The basic error of Aquinas and Aristotle

Aquinas and Aristotle were some of the premiere thinkers of their respective times, and both thought that human reason was an important potential path to knowledge. This is shared with the contemporary sensibility – we tend to think that reason can help us to create a better picture of the world.

What was the big mistake of Aquinas and Aristotle? Not realizing the frailty of human reason. To work, it helps that human reason be tested, and tested, and tested again. Something might seem correct and clearly so to our faculty of reasoning. We might look at every step in the chain of reasoning and it might seem obviously correct. We might be some of the best human reasoners in the history of the world, such as Aquinas or Aristotle. Yet, we still might end up with an incorrect conclusion.

So, three ways to buttress human reasoning are first, as mentioned, to figure out how to test it. I.e., ‘how can I test this to see if it’s right, beyond just looking at the theory?’ One simple way to do this that is often overlooked is to just check in the world. For example, you can reason about what is or is not in the fridge, but the best way to check a theory so derived is to open up the fridge and look.

A second way to buttress human reasoning is to look for convergent lines of evidence. Consider a line of evidence that leads you to a 90% estimate of its veracity, so 10% chance of being incorrect. If you have two lines, each at 90%, then the chance of being incorrect is 1% (10% * 10%, making certain simplifying assumptions).

A third way is to look for different ways of interpreting the evidence. So, ‘Could this evidence be put together in a different way?’ For example, this is often useful in figuring out causal relationships, where cause and effect can be backwards from what is posited, say.
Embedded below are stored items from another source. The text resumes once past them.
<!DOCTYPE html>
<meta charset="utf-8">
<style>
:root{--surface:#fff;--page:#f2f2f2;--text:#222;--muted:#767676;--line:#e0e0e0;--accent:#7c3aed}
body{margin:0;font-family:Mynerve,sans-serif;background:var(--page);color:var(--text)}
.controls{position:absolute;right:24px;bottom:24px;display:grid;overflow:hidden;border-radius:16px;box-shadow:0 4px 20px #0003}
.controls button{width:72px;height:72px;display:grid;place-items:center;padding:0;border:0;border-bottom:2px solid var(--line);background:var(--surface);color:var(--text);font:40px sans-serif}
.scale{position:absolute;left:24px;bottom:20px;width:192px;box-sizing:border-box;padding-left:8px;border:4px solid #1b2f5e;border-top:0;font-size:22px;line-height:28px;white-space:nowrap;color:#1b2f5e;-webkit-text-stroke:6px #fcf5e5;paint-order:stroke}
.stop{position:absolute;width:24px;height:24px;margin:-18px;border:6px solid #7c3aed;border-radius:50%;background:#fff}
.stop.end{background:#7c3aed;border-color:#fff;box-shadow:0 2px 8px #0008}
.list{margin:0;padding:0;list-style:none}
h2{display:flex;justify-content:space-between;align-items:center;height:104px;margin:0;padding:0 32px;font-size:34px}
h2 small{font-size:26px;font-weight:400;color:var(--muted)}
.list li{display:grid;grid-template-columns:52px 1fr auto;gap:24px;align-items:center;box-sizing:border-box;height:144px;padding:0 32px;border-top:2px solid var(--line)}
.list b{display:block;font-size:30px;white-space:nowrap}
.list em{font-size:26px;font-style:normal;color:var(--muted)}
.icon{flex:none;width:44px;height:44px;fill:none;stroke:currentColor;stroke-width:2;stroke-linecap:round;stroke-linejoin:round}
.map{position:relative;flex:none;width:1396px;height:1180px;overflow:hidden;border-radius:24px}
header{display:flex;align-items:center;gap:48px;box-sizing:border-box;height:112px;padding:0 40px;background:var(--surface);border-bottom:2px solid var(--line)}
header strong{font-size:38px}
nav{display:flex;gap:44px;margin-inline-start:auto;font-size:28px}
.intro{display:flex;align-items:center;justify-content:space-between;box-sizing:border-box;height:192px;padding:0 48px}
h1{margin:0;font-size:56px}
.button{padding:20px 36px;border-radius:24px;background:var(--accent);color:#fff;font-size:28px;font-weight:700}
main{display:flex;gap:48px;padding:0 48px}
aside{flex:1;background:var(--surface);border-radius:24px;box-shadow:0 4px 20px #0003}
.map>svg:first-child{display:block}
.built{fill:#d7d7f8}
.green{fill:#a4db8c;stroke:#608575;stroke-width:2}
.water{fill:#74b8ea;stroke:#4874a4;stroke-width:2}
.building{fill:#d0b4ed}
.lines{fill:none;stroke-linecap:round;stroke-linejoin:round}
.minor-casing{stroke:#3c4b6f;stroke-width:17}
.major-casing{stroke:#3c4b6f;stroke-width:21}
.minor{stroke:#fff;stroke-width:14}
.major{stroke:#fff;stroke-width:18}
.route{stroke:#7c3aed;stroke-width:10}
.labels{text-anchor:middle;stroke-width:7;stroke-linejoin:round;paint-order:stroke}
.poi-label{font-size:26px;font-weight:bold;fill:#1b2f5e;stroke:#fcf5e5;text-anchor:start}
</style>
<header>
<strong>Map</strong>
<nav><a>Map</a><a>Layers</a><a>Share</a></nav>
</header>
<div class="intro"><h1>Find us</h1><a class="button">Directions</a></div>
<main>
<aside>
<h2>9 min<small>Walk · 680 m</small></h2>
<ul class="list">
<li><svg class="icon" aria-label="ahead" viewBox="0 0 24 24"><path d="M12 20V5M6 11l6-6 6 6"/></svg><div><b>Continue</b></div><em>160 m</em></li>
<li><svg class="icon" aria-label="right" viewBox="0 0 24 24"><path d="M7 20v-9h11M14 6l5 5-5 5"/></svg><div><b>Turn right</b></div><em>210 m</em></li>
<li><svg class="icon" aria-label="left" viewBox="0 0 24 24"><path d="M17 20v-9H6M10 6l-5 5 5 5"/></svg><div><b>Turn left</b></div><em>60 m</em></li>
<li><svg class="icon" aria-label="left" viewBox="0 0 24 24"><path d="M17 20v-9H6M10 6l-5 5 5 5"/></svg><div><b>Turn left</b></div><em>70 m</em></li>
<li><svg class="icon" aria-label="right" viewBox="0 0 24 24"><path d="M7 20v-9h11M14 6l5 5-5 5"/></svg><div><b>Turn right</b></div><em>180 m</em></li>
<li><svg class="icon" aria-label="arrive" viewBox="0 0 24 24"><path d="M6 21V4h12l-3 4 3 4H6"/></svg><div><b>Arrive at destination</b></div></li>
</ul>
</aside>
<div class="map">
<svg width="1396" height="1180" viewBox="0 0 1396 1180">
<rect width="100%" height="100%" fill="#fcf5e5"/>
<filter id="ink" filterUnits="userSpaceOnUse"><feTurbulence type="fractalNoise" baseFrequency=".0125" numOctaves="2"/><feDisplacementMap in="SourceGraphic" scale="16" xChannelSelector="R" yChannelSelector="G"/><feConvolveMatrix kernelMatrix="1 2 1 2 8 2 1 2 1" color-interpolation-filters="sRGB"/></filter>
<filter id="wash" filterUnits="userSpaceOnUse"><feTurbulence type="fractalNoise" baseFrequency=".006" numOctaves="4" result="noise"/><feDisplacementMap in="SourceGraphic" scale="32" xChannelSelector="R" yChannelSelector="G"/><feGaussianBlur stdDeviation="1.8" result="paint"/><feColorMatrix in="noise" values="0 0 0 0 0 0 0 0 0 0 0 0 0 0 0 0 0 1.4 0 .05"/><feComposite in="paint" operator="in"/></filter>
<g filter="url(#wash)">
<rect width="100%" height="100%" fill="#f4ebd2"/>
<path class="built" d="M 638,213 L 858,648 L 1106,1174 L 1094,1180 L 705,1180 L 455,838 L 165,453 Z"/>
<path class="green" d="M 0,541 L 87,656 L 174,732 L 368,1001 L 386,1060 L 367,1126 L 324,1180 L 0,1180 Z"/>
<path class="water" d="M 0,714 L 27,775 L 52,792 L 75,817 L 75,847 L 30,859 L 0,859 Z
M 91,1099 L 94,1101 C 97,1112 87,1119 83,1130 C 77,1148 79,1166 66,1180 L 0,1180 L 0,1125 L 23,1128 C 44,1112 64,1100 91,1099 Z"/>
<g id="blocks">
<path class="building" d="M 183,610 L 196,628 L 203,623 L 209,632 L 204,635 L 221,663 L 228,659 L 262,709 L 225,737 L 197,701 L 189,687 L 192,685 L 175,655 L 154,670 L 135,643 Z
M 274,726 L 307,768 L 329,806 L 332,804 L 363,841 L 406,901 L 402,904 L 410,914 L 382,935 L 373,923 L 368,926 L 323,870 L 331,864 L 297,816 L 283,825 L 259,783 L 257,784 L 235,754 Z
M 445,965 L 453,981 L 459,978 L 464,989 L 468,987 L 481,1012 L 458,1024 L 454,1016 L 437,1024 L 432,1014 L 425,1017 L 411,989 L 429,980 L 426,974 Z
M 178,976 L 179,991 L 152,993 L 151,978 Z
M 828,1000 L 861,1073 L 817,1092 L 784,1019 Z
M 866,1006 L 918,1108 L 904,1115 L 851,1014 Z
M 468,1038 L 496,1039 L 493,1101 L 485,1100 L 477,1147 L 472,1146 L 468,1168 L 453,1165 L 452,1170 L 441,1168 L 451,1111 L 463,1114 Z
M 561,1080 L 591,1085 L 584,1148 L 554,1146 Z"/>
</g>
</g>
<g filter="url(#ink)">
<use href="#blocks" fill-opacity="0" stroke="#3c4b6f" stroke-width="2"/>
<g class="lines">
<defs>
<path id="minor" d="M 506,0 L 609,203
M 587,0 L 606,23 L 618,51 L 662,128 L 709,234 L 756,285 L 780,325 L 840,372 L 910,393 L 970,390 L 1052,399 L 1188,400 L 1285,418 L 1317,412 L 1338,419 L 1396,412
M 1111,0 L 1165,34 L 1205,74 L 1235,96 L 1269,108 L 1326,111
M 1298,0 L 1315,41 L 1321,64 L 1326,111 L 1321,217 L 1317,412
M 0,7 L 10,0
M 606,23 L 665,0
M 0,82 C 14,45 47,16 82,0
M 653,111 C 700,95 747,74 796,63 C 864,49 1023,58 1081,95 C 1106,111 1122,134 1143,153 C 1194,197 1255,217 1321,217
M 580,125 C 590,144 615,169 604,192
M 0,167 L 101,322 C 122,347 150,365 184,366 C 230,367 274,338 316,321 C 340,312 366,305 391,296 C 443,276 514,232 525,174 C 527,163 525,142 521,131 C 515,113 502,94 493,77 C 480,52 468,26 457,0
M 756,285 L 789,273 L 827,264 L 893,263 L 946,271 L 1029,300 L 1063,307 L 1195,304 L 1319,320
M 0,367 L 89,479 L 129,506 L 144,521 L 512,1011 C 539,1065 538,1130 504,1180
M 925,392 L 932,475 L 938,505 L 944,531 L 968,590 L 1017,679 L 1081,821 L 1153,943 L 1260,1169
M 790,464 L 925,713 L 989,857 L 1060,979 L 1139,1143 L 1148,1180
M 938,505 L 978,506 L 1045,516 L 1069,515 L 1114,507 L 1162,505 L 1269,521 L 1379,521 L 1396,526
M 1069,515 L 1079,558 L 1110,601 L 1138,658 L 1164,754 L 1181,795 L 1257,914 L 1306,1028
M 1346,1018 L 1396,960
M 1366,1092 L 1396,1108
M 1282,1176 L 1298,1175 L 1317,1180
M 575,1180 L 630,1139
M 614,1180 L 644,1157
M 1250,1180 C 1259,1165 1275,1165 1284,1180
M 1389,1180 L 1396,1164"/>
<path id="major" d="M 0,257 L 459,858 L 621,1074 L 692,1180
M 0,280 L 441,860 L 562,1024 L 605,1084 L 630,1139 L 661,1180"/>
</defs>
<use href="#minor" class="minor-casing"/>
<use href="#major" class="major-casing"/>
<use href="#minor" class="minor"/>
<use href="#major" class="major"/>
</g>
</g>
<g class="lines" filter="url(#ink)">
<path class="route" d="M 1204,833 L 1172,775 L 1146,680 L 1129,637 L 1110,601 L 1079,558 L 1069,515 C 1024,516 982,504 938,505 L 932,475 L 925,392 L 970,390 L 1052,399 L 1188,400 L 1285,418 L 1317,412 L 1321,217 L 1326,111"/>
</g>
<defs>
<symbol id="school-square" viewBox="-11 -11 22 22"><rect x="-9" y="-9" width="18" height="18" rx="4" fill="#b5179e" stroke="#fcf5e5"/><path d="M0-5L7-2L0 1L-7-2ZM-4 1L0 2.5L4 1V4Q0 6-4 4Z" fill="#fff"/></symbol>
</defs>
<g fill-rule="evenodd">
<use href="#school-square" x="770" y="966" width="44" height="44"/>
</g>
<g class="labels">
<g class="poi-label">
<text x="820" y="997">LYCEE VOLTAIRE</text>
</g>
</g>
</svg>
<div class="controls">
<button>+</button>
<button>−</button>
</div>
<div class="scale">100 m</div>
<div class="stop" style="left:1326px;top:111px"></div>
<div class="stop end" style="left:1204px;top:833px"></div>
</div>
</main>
Another useful question is ‘For this to be put together in this other way, what else would have to change?’ Consider the considerations for a geocentric or heliocentric model of the solar system, and what considerations seemed to mitigate against the latter historically.

So, this is why it’s usually a good idea to have a certain epistemic humility about reasoned-to conclusions (while simultaneously having epistemic courage in trying to figure out how a certain conclusion could work, how the evidence could be reassembled in a different way and make sense, or more sense).